══ Data

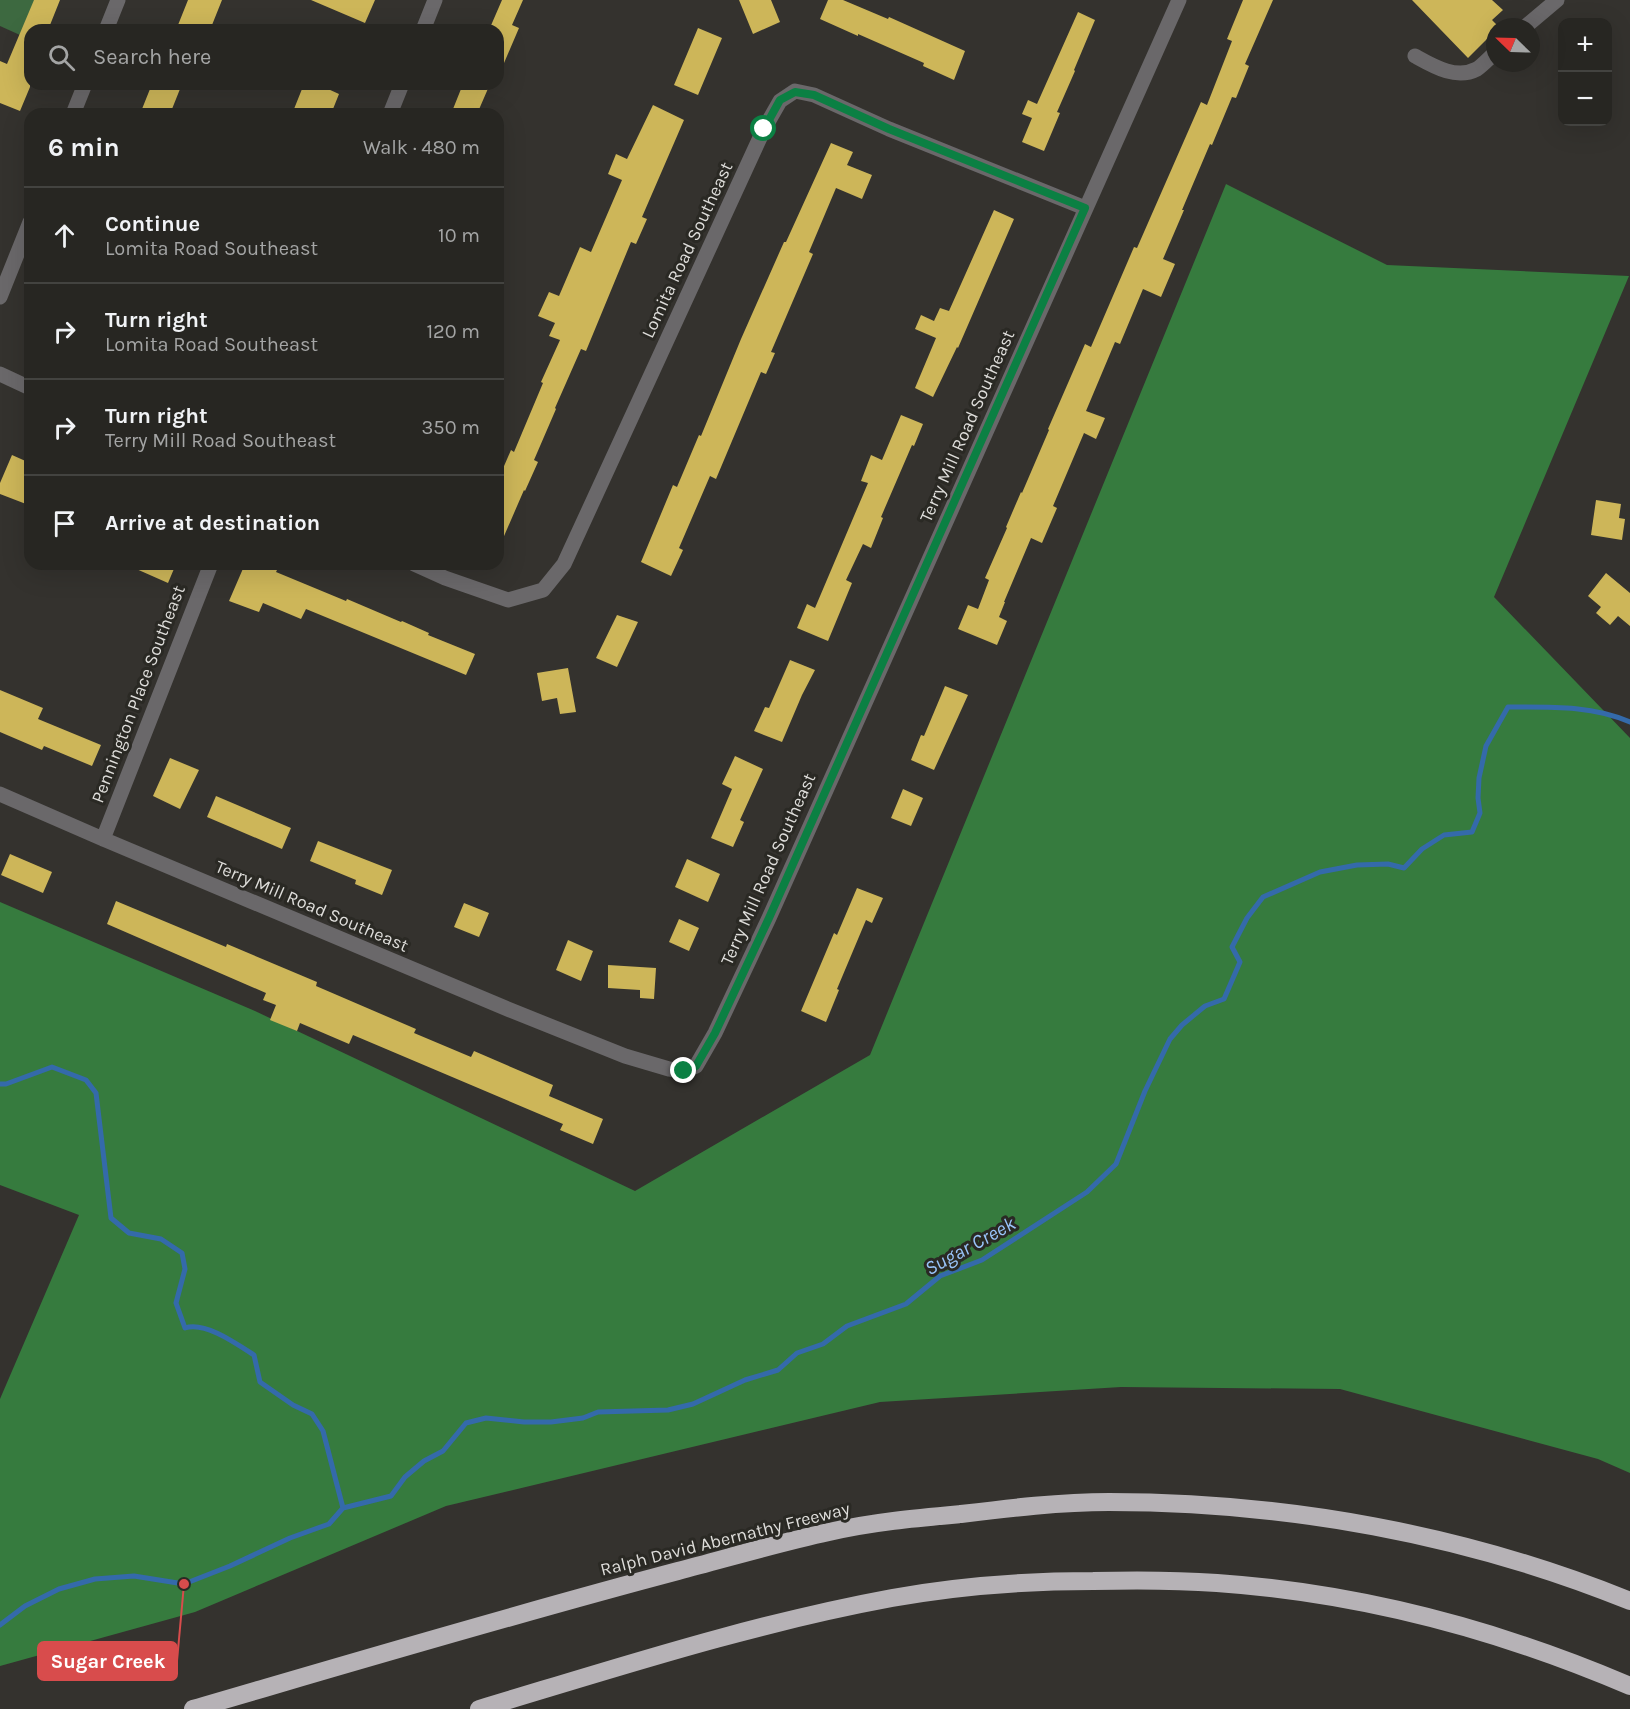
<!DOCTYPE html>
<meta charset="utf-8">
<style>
:root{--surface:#272622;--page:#33322f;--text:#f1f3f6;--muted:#a4a5a5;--line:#434340}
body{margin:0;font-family:Karla,sans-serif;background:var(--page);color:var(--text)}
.controls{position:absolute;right:18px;top:18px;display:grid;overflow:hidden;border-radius:12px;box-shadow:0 6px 24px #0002}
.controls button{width:54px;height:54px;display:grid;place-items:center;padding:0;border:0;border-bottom:2px solid var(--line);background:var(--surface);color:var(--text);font:30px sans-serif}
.compass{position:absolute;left:1486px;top:18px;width:54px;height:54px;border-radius:50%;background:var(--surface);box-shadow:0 6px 24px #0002;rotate:293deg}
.stop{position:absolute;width:18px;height:18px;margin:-14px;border:4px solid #0b8043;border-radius:50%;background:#fff}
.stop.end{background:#0b8043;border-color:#fff;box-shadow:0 2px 6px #0008}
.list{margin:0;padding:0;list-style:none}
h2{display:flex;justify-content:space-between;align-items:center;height:78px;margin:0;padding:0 24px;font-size:26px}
h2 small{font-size:20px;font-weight:400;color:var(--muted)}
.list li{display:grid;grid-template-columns:39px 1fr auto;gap:18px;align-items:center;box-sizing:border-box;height:96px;padding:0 24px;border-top:2px solid var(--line)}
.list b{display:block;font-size:22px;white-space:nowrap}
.list p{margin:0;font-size:20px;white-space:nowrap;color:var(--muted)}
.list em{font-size:20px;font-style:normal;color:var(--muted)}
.icon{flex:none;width:33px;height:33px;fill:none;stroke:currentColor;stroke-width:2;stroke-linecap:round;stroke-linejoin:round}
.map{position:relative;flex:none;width:1630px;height:1709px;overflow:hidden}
.search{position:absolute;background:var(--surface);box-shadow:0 6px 24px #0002;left:24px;top:24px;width:480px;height:66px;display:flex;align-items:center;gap:15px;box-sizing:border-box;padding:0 21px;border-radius:18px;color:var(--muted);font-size:22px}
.panel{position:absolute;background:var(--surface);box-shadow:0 6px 24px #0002;left:24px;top:108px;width:480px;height:462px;border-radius:18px}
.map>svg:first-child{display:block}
.green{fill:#3d6940}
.forest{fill:#367b3e}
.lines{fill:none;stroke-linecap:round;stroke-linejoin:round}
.stream{stroke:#346aaa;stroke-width:5}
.building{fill:#cdb659}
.minor{stroke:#6a686a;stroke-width:15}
.highway{stroke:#b6b2b6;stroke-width:18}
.route{stroke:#0b8043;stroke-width:8}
.labels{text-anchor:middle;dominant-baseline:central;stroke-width:6;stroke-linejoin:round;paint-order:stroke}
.street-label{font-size:18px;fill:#deddda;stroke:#2a2924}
.water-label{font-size:20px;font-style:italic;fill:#99c4f9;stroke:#2a2924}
.leader{fill:none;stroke:#d84c4c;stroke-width:2}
.callout-dot{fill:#d84c4c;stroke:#2a2924;stroke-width:2}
.callout{fill:#d84c4c;stroke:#d84c4c;stroke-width:2}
.callout-label{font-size:20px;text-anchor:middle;font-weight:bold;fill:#fff}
</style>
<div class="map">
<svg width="1630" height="1709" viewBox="0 0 1630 1709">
<rect width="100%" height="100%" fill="#34322e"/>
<path class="green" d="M 0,0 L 36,0 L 20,35 L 0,26 Z"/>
<path class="forest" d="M 1226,184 L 1387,265 L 1629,276 L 1494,597 L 1630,738 L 1630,1473 L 1598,1459 L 1340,1389 L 1121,1387 L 880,1402 L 446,1506 L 195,1612 L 0,1666 L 0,1399 L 79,1215 L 0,1185 L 0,902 L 255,1011 L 635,1191 L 870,1055 Z"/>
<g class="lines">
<path class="stream" d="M 0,1084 L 6,1084 L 52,1067 L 86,1080 L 96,1093 L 111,1218 L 129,1233 L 161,1239 L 182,1253 L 185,1269 L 176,1303 L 185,1328 C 205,1321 237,1344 254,1355 L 260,1382 L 293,1405 L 312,1414 L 323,1431 L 343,1508
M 0,1625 L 25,1606 L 59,1589 L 95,1579 L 134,1576 L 184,1584 L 230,1566 L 290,1538 L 329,1524 L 343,1508 L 391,1496 L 405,1477 L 424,1461 L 443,1451 L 466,1423 L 486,1418 L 524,1422 L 551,1422 L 583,1418 L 598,1412 L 668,1410 L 693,1404 L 745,1380 L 778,1370 L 797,1353 L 823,1344 L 847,1326 L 906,1304 L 940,1276 L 982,1260 L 1087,1192 L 1116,1164 L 1145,1091 L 1170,1039 L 1182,1025 L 1205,1006 L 1224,999 L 1240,962 L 1232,947 L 1247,918 L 1263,897 L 1320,872 L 1357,865 L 1388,864 L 1404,868 L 1422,849 L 1444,835 L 1472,832 L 1480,813 L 1478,798 L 1479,778 L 1486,746 L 1508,707 C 1549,707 1592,705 1630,722"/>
</g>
<path class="building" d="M 34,0 L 60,0 L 48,30 L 30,30 L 30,87 L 20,111 L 0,103 L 0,61 L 7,64 Z
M 188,0 L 222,0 L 210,30 L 176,30 Z
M 311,0 L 375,0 L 365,23 Z
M 502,0 L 523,0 L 512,25 L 519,28 L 498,77 L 498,30 L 489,30 Z
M 739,0 L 771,0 L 780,22 L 753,34 Z
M 828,0 L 843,0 L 888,19 L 889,17 L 965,51 L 954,80 L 923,66 L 924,63 L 858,34 L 858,36 L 820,19 Z
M 1243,0 L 1273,0 L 1245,64 L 1249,66 L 1236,98 L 1232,97 L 1212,145 L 1210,144 L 1182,210 L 1184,210 L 1163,259 L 1175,264 L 1161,297 L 1143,289 L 1120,344 L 1115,342 L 1086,411 L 1105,418 L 1096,439 L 1084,433 L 1053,506 L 1057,508 L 1042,543 L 1031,538 L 1004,602 L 1005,602 L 999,617 L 1007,621 L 997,645 L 958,629 L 968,605 L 978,609 L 989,580 L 985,578 L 1007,528 L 1006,527 L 1021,492 L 1022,493 L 1049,430 L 1048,429 L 1085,344 L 1091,347 L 1134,247 L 1137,248 L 1201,102 L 1207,105 L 1232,41 L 1227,39 Z
M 1412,0 L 1492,0 L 1503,10 L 1492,20 L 1499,27 L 1495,27 L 1495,31 L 1468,58 Z
M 1078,12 L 1095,20 L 1074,70 L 1075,71 L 1057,112 L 1060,113 L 1044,151 L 1022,142 L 1032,118 L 1022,114 L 1028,100 L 1037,104 Z
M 698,28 L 722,38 L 698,95 L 674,85 Z
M 152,84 L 182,84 L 170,114 L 154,114 L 142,109 Z
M 304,84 L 317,84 L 339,94 L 331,114 L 306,114 L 294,109 Z
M 463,84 L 490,84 L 477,114 L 451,114 Z
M 653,105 L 684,120 L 642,217 L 647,219 L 636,244 L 631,242 L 586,351 L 581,349 L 555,408 L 556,409 L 534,460 L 538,462 L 525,491 L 524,490 L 498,550 L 498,480 L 511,450 L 514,452 L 543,383 L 541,382 L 560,340 L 549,336 L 555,323 L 538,316 L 549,292 L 559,296 L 580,247 L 591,252 L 622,180 L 608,174 L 616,154 L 627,159 Z
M 831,143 L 853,152 L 847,165 L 872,175 L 862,199 L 836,188 L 809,252 L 813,254 L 771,352 L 775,353 L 766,374 L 761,372 L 716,479 L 710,476 L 679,548 L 683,550 L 671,576 L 641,562 L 673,485 L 677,487 L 699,435 L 701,436 L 741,339 L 784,242 L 786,242 Z
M 994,210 L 1014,219 L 958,348 L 957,347 L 933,397 L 915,388 L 936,338 L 915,329 L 921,315 L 934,321 L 940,308 L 949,311 Z
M 901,415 L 923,424 L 914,446 L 912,445 L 881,517 L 883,518 L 871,548 L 863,544 L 846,580 L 852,583 L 828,641 L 797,628 L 807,604 L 815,608 L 868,483 L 861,481 L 871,455 L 882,460 Z
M 12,455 L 30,463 L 30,494 L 26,504 L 0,494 L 0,483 Z
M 1596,500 L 1621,504 L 1619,518 L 1625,519 L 1622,540 L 1591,535 Z
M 125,564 L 176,564 L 168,583 Z
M 245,564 L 268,564 L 278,568 L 276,572 L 346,601 L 347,599 L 401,622 L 402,621 L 429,633 L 428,635 L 475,654 L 466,675 L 306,609 L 301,619 L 263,603 L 259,612 L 229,601 Z
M 1606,573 L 1630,593 L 1630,626 L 1618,616 L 1610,625 L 1596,613 L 1601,607 L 1588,596 Z
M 617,615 L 638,622 L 617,667 L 596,658 Z
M 790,660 L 815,670 L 802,695 L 782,742 L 754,731 L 765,707 L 769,708 Z
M 568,668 L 576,712 L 560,714 L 557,698 L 542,701 L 537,673 Z
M 945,686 L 968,695 L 934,770 L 911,760 L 921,735 L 924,736 Z
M 0,690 L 43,708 L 38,719 L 101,745 L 92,766 L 44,746 L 42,750 L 0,732 Z
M 735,756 L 763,769 L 740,820 L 744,822 L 733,847 L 711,838 L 732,789 L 722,784 Z
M 170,758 L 199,770 L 180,809 L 153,796 Z
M 903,789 L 923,798 L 911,826 L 891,818 Z
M 216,796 L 291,828 L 282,849 L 207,817 Z
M 318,841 L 392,870 L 382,895 L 355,884 L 356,880 L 310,861 Z
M 10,854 L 52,872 L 43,893 L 1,875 Z
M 687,859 L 720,874 L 708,902 L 675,887 Z
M 857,888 L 883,898 L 872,923 L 866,920 L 837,989 L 839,990 L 826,1022 L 801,1011 L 834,933 L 837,935 Z
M 116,901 L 226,947 L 227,944 L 317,982 L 316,986 L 416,1029 L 414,1033 L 471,1057 L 474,1051 L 553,1085 L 549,1096 L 603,1119 L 593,1144 L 560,1130 L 563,1124 L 353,1035 L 349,1044 L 300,1023 L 297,1031 L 270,1020 L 276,1005 L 263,1000 L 266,993 L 107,924 Z
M 464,903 L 489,913 L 479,937 L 454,927 Z
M 679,919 L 699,928 L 689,951 L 669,942 Z
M 568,940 L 593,951 L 581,981 L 556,970 Z
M 608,965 L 656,968 L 654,999 L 640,998 L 640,990 L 608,988 Z"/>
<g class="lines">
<path class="minor" d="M 1525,27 L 1557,0
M 106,30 L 118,0
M 423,30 L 435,0
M 1415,56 C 1433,66 1456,80 1477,69 C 1483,65 1489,58 1495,53
M 73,114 L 85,84
M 390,114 L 402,84
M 0,297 L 30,222
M 0,374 L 30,388
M 414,564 L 445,578 L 508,600 L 543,590 L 564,564 L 764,129 L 780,101 L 795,91 L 814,95 L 889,129 L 1085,208
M 0,794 L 103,839 L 510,1010 L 625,1056 L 669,1069 L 684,1071 L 696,1066 L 715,1033 L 769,918 L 1179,0
M 103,839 L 211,564"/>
<path class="highway" d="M 193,1709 C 354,1662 515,1614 678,1571 C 728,1558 778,1543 829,1532 C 872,1522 917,1518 961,1514 C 1010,1508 1060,1502 1109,1502 C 1286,1502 1465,1534 1630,1601
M 479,1709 C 616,1668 751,1624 892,1598 C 958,1586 1026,1581 1093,1581 C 1134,1580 1176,1580 1217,1583 C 1360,1593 1499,1630 1630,1686"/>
</g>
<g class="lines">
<path class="route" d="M 684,1071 L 696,1066 L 715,1033 L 769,918 L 1085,208 L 889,129 L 814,95 L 795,92 L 780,100 L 764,129"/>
</g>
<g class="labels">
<g class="street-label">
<text transform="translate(687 250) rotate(-65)">Lomita Road Southeast</text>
<text transform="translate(967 426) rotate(-66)">Terry Mill Road Southeast</text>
<text transform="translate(138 694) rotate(-69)">Pennington Place Southeast</text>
<text transform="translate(768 869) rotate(-66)">Terry Mill Road Southeast</text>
<text transform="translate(312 906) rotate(23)">Terry Mill Road Southeast</text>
<text transform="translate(725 1539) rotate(-14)">Ralph David Abernathy Freeway</text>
</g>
<g class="water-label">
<text transform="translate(970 1246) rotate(-29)">Sugar Creek</text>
</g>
</g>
<path class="leader" d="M184 1584L177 1661"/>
<circle class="callout-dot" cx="184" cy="1584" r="6"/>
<rect class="callout" x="38" y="1642" width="139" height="38" rx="6"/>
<g class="callout-label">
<text x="108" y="1668">Sugar Creek</text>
</g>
</svg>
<div class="controls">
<button>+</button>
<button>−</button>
</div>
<svg class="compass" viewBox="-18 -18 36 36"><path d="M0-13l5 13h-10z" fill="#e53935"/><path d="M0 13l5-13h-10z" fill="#a4a5a5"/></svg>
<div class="stop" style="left:764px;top:129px"></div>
<div class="stop end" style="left:684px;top:1071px"></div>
<div class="search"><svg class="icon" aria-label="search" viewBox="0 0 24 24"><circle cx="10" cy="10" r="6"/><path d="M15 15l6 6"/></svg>Search here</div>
<section class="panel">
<h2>6 min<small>Walk · 480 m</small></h2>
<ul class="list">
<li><svg class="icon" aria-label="ahead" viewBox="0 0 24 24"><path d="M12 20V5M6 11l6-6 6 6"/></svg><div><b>Continue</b><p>Lomita Road Southeast</p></div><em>10 m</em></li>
<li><svg class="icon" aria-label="right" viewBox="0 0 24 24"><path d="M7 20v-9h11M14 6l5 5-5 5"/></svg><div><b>Turn right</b><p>Lomita Road Southeast</p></div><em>120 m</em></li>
<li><svg class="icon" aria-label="right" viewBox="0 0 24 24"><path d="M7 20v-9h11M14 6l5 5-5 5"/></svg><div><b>Turn right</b><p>Terry Mill Road Southeast</p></div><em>350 m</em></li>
<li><svg class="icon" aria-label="arrive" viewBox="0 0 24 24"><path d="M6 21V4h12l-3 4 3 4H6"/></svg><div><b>Arrive at destination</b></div></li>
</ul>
</section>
</div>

════

Read the entries and show each line that mentions "nowrap".

Answer to the exercise:
.list b{display:block;font-size:22px;white-space:nowrap}
.list p{margin:0;font-size:20px;white-space:nowrap;color:var(--muted)}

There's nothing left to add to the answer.